▶ [Stored data entries]

※

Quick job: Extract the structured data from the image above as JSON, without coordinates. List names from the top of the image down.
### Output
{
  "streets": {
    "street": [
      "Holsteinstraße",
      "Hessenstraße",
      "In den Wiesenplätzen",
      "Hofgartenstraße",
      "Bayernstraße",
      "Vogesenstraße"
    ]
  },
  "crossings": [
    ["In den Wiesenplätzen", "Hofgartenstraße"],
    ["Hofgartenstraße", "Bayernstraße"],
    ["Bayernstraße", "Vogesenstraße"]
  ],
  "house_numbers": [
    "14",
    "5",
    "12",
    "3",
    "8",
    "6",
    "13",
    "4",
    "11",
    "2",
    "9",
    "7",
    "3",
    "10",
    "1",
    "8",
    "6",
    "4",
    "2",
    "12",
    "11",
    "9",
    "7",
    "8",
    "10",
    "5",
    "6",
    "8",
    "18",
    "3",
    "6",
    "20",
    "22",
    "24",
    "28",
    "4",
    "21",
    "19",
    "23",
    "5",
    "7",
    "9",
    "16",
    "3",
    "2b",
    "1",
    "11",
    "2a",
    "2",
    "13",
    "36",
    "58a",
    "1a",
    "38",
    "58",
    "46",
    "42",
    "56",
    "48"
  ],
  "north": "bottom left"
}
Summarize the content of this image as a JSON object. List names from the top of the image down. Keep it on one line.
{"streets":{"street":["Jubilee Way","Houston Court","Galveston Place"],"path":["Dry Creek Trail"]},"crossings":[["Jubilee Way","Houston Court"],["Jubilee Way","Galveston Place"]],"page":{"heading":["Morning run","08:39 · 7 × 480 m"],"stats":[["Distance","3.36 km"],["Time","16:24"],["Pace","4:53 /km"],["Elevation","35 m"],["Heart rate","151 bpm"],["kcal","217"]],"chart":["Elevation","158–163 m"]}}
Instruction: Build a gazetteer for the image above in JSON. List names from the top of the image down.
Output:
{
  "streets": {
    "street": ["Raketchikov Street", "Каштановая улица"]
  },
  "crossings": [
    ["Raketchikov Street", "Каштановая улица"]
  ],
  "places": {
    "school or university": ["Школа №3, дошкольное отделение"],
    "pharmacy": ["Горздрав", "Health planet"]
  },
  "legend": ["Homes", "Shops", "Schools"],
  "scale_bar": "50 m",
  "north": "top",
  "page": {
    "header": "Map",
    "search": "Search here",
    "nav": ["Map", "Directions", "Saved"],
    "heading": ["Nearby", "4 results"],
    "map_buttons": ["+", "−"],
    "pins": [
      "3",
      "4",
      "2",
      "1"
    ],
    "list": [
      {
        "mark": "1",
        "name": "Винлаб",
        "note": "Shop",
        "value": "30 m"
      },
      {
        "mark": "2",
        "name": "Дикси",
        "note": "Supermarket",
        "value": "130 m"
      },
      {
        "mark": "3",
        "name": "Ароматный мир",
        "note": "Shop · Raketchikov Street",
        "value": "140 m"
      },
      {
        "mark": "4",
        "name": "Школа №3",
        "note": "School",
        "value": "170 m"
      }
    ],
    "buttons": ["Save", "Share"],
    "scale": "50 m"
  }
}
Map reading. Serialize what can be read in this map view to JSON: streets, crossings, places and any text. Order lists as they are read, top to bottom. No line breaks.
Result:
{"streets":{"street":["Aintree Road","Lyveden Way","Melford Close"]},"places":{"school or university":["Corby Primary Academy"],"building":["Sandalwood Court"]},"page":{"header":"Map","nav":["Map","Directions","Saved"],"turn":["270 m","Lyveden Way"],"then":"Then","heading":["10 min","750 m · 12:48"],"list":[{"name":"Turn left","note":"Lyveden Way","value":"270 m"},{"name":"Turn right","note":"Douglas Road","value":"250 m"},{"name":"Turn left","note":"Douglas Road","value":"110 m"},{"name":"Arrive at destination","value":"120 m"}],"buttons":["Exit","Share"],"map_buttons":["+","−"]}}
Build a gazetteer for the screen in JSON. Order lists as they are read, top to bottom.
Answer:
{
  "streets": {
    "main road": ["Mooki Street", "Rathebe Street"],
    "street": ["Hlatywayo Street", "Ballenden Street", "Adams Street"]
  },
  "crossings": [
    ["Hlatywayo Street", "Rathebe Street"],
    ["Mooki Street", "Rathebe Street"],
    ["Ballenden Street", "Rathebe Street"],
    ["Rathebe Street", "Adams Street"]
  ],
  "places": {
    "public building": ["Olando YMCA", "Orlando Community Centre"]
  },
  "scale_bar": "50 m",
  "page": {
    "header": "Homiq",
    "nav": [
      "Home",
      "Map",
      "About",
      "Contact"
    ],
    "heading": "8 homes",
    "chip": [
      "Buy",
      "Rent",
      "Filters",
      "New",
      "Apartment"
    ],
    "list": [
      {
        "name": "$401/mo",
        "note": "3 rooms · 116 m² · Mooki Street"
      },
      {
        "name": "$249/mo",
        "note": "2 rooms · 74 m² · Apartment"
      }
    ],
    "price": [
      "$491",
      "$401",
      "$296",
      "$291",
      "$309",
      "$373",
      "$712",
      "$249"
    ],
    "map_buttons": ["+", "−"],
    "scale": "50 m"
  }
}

※

▶ [Assigned task] For each line above that holds the string "university", provide a copy of that line.

▶ [Worked solution]
    "school or university": ["Школа №3, дошкольное отделение"],
{"streets":{"street":["Aintree Road","Lyveden Way","Melford Close"]},"places":{"school or university":["Corby Primary Academy"],"building":["Sandalwood Court"]},"page":{"header":"Map","nav":["Map","Directions","Saved"],"turn":["270 m","Lyveden Way"],"then":"Then","heading":["10 min","750 m · 12:48"],"list":[{"name":"Turn left","note":"Lyveden Way","value":"270 m"},{"name":"Turn right","note":"Douglas Road","value":"250 m"},{"name":"Turn left","note":"Douglas Road","value":"110 m"},{"name":"Arrive at destination","value":"120 m"}],"buttons":["Exit","Share"],"map_buttons":["+","−"]}}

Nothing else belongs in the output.